▶ _RECORD EXTRACTS_
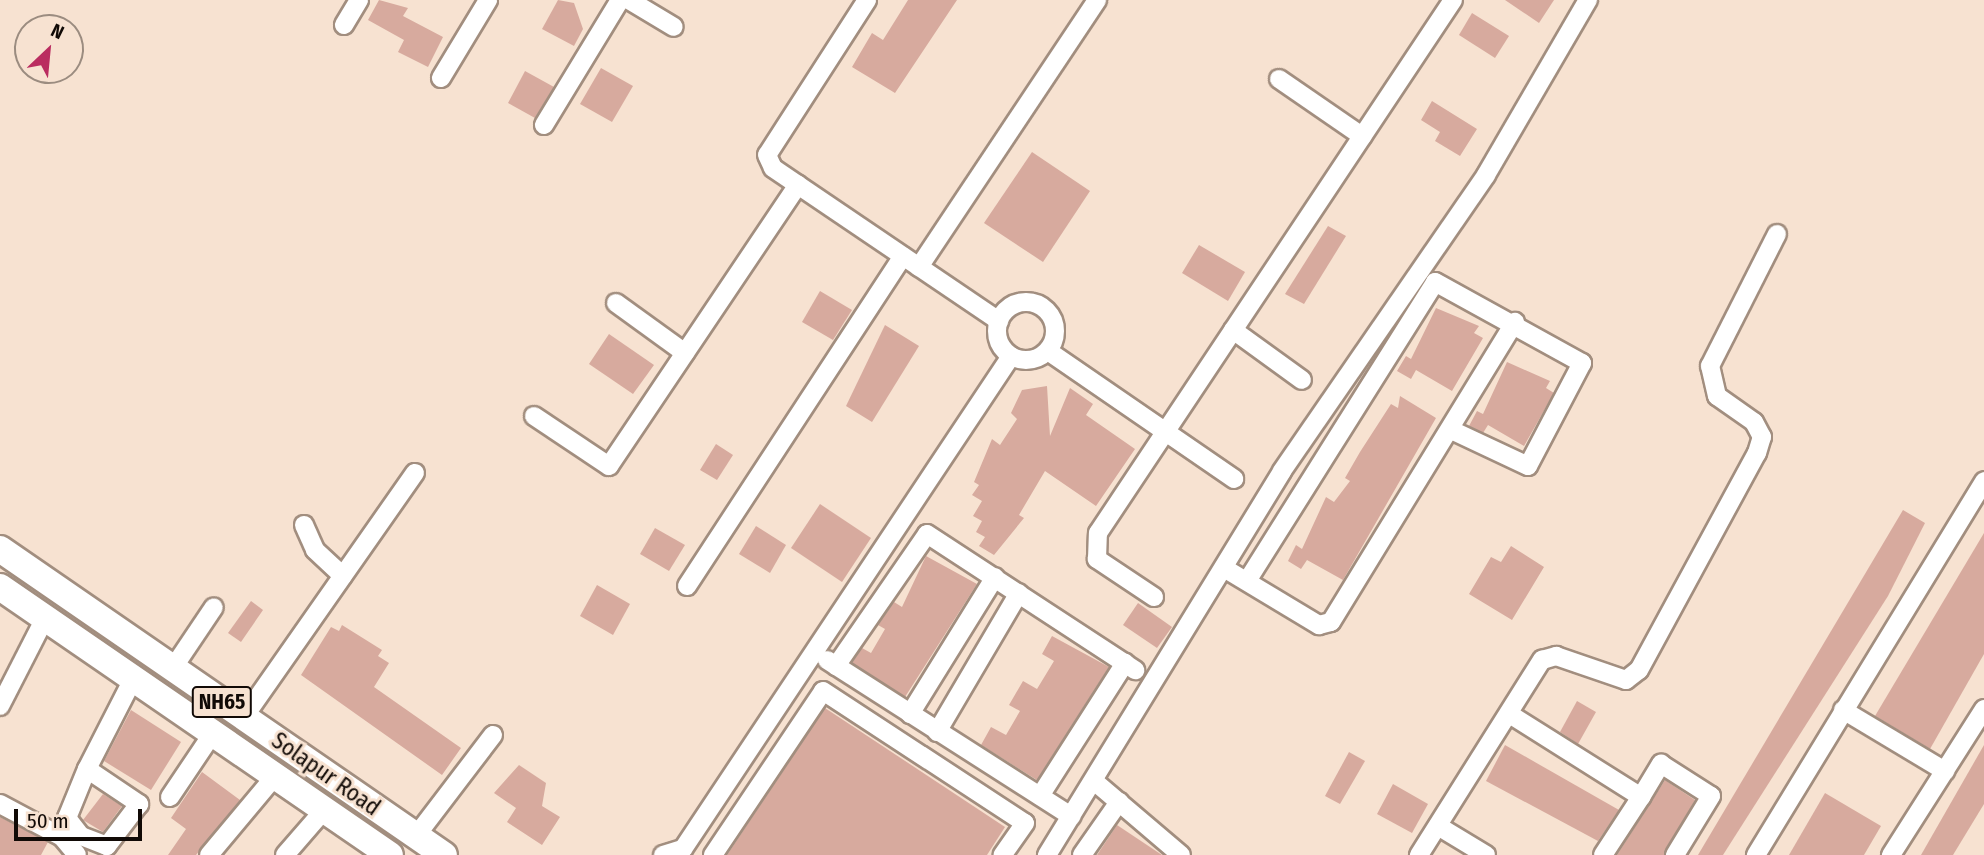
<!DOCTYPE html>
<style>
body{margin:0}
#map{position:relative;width:1984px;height:855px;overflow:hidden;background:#f7e2d1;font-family:"Fira Sans Condensed",sans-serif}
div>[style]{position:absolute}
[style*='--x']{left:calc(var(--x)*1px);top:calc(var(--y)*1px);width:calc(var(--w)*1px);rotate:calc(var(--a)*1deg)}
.building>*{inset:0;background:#d7aa9e}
.roads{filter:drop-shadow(2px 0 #a28e7f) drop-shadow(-2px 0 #a28e7f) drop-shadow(0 2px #a28e7f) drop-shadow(0 -2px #a28e7f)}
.minor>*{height:18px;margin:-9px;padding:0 9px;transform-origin:9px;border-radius:9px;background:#fff}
.minor>.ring{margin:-9px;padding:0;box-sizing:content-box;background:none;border:18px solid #fff;border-radius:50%}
.highway>*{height:26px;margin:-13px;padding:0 13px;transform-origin:13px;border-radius:13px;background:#fff}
span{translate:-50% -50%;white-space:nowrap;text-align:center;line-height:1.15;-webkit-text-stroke:6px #f7e2d1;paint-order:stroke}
.shield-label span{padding:2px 5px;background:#f7e2d1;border:2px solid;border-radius:5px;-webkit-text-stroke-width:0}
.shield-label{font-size:21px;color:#110a06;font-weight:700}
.street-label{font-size:23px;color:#110a06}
.north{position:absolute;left:14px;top:14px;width:70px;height:70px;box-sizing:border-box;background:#f7e2d1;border:2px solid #9b8c80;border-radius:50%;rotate:26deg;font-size:19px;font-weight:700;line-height:28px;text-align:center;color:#110a06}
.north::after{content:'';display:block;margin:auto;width:24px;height:32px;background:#ba2d60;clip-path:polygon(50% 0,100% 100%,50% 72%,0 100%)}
.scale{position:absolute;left:14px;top:809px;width:128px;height:32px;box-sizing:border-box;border:4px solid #110a06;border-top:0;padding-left:9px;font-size:21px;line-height:24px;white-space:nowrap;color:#110a06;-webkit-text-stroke:5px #f7e2d1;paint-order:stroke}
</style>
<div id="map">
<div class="building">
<div style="clip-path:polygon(379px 0,408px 8px,403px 16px,443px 37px,428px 67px,398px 52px,404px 40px,368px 20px)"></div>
<div style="clip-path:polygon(558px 0,574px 3px,583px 29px,574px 46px,542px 29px)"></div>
<div style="clip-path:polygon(908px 0,957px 0,895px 93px,852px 67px,872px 33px,883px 40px)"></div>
<div style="clip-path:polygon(1505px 0,1554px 0,1539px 23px)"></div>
<div style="clip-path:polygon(1472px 13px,1509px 36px,1495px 58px,1459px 35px)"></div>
<div style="clip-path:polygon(601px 68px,633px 86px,612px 122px,580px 104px)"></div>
<div style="clip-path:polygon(525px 71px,554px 87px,535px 118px,508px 103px)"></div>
<div style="clip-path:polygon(1432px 101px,1477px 129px,1460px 156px,1435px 141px,1440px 132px,1421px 120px)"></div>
<div style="clip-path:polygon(1032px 152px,1090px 191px,1043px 262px,984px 223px)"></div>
<div style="clip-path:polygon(1328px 226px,1346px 236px,1304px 304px,1285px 294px)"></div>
<div style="clip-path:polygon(1199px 245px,1245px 272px,1228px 301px,1182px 273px)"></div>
<div style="clip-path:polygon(820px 291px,852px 310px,833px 340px,802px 322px)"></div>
<div style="clip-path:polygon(1436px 308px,1479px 326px,1474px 333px,1483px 338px,1452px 391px,1416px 370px,1411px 379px,1397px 371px,1406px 356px,1411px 359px)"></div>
<div style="clip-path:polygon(885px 325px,919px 346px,872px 422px,846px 406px)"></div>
<div style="clip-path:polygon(609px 334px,654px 365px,633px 394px,589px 364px)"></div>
<div style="clip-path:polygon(1507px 362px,1550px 381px,1546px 388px,1554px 393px,1524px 446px,1488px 425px,1483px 433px,1469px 426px,1477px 411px,1483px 414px)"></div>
<div style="clip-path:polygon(1047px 386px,1050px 436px,1070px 388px,1093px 404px,1086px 415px,1135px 449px,1096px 506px,1045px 471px,1019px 515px,1024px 518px,994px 555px,979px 546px,985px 537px,976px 532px,982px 521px,973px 516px,982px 501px,972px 495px,979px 485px,974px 482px,992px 439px,1000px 445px,1017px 419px,1011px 413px,1022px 390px)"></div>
<div style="clip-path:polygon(1400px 396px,1436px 418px,1343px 580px,1307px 560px,1301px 569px,1288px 561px,1296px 545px,1302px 549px,1326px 497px,1334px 502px,1350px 481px,1345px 478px,1360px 452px,1391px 404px,1398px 408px)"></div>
<div style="clip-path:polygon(716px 444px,733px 455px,717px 480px,700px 470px)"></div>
<div style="clip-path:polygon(820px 504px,871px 538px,842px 582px,791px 548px)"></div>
<div style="clip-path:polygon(1903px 510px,1925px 523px,1888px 596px,1723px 855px,1698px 855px)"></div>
<div style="clip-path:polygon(756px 526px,786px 545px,770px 573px,739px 554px)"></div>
<div style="clip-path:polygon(655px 528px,685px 545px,669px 571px,640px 554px)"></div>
<div style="clip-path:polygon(1984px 533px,1984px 654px,1930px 749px,1875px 716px)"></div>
<div style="clip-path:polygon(1511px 546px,1544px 567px,1512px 620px,1469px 594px,1491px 557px,1501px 562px)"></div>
<div style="clip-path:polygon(926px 556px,977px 584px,905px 697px,852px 663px,862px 648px,871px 653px,885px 629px,878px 625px,894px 602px,902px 607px)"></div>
<div style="clip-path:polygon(597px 585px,630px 604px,613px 635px,580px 616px)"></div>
<div style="clip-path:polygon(251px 601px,263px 610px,241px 642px,228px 633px)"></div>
<div style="clip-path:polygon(1138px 603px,1172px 627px,1157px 648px,1123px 625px)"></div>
<div style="clip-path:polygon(342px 625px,382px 650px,378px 656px,389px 663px,374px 687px,461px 748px,442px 775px,301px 675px,331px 627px,339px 631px)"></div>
<div style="clip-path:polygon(1052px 636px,1109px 667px,1037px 780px,981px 745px,991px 727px,1006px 735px,1020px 711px,1009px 705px,1023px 681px,1037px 689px,1054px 661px,1042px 654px)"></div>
<div style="clip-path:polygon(1577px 701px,1596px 712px,1578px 744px,1560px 732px)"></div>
<div style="clip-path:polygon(825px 708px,1005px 827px,987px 855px,727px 855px)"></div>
<div style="clip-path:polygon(131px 710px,181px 742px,151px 790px,104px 761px)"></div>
<div style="clip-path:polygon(1505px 745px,1619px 810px,1598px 841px,1486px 781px)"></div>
<div style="clip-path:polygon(1984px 745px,1984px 804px,1953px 855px,1921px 855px)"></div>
<div style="clip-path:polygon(1349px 752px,1365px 761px,1340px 804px,1325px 796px)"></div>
<div style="clip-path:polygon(519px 765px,546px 783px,542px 806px,560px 817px,542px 845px,507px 822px,516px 808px,494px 793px)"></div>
<div style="clip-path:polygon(202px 772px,240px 800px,196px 855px,168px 855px,186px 829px,171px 818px)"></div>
<div style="clip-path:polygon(1665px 780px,1695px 800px,1664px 855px,1617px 855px)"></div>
<div style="clip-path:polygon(1393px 784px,1428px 804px,1412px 833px,1377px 814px)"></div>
<div style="clip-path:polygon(1825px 793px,1881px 826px,1864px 855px,1789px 855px)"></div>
<div style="clip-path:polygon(103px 794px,122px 806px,103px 832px,83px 820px)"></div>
<div style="clip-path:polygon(0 817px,48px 842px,41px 855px,0 855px)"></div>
<div style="clip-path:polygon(1117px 825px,1162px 855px,1097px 855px)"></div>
</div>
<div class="roads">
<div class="minor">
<div style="--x:629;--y:0;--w:52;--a:31"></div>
<div style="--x:867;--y:0;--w:184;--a:122.8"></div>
<div style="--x:767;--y:155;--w:14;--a:65"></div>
<div style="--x:773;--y:168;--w:273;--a:34.1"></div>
<div style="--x:344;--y:25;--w:29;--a:-59"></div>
<div style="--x:441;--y:78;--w:91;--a:-58.9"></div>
<div style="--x:1279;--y:79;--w:101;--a:34.5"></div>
<div style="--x:544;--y:125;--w:146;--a:-58.7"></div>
<div style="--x:919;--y:267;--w:321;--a:-56.3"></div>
<div style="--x:1435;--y:282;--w:168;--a:28.9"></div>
<div style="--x:1582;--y:363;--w:116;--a:117.7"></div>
<div style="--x:1528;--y:466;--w:85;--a:-154.9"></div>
<div class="ring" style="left:997px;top:302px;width:40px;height:40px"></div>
<div style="--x:616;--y:303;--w:85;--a:35.9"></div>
<div style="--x:1233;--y:330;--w:85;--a:35.9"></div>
<div style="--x:1048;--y:351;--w:226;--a:34.5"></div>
<div style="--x:534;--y:416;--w:90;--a:33.7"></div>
<div style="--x:609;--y:466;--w:339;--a:-56.1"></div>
<div style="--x:304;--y:525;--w:27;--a:66"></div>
<div style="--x:315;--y:550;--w:38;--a:43"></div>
<div style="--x:1224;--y:568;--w:111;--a:31"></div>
<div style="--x:1319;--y:625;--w:12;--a:-14"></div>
<div style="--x:1331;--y:622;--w:352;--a:-58.5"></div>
<div style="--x:1247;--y:581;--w:353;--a:-57.8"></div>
<div style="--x:687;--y:586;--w:394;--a:-56.8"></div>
<div style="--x:1154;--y:597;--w:69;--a:-146.3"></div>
<div style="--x:1097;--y:559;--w:26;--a:-88"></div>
<div style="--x:1098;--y:533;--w:640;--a:-56.33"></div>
<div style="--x:827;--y:660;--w:290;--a:32.6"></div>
<div style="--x:836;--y:666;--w:160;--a:-55.4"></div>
<div style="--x:927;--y:534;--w:249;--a:33.2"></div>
<div style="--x:173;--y:668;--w:73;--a:-56.1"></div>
<div style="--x:0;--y:706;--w:99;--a:-62.9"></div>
<div style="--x:1843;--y:710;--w:119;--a:30.9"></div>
<div style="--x:910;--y:714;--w:161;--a:-58.2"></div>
<div style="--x:1511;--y:715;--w:154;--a:32.2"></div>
<div style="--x:1641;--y:797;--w:39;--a:-59"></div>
<div style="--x:1661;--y:764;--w:59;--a:32.6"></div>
<div style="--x:1711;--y:796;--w:69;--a:121.4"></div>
<div style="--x:244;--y:717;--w:298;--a:-55"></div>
<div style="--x:937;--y:732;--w:161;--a:-59.5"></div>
<div style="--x:87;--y:769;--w:63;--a:33.9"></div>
<div style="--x:139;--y:804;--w:53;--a:127.3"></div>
<div style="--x:107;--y:846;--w:28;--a:-159"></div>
<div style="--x:81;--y:836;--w:23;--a:-128"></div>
<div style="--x:67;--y:818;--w:53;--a:-67.8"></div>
<div style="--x:87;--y:769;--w:101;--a:-62.9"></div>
<div style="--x:1094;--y:781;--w:114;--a:40.4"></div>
<div style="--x:1040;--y:796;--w:158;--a:-57.4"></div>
<div style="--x:170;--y:797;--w:77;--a:-56.1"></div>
<div style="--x:0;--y:804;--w:70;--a:28"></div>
<div style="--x:62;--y:837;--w:23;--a:50"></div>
<div style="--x:1438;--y:826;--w:56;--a:31.1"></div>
<div style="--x:416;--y:836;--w:127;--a:-52.7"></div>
<div style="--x:209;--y:855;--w:104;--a:-50.1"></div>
<div style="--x:285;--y:855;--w:61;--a:-49"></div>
<div style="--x:663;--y:855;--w:21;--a:-17"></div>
<div style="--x:683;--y:849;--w:592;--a:-56.36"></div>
<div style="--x:713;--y:855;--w:197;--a:-56.1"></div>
<div style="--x:823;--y:691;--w:241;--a:33.2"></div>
<div style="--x:1025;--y:823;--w:39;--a:125"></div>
<div style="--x:1047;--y:855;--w:450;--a:-58.5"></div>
<div style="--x:1282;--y:471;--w:359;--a:-55.4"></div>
<div style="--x:1486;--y:175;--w:203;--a:-59.8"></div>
<div style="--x:1082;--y:855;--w:65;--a:-55.1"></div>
<div style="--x:1419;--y:855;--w:231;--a:-57.8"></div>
<div style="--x:1542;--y:660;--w:15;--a:-16"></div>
<div style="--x:1556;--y:656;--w:74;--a:18.9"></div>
<div style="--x:1626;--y:680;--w:16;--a:-38"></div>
<div style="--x:1639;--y:670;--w:247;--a:-61.5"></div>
<div style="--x:1757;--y:453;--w:17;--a:-73"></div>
<div style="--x:1762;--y:437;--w:17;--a:-118"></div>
<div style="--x:1754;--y:422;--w:45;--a:-144.9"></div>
<div style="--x:1717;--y:396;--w:31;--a:-103"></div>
<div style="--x:1710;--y:366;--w:148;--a:-63.1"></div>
<div style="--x:1603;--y:855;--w:69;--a:-56.8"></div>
<div style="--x:1756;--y:855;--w:438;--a:-58.6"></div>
<div style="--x:1891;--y:855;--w:173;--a:-57.5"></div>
</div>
<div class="highway">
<div style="--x:0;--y:549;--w:539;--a:34.57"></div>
<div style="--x:0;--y:587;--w:473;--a:34.5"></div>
</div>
</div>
<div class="shield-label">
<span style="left:222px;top:702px">NH65</span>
</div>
<div class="street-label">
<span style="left:326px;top:774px;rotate:35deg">Solapur Road</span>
</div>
<div class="north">N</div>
<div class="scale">50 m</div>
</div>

▶ _ACTION ITEM_
What should be set down is every line from the opening of the records through the line that contains "0 #a28e7f) drop-shadow(-2px", exactly, with pictures left out.

▶ _WRITTEN ANSWER_
<!DOCTYPE html>
<style>
body{margin:0}
#map{position:relative;width:1984px;height:855px;overflow:hidden;background:#f7e2d1;font-family:"Fira Sans Condensed",sans-serif}
div>[style]{position:absolute}
[style*='--x']{left:calc(var(--x)*1px);top:calc(var(--y)*1px);width:calc(var(--w)*1px);rotate:calc(var(--a)*1deg)}
.building>*{inset:0;background:#d7aa9e}
.roads{filter:drop-shadow(2px 0 #a28e7f) drop-shadow(-2px 0 #a28e7f) drop-shadow(0 2px #a28e7f) drop-shadow(0 -2px #a28e7f)}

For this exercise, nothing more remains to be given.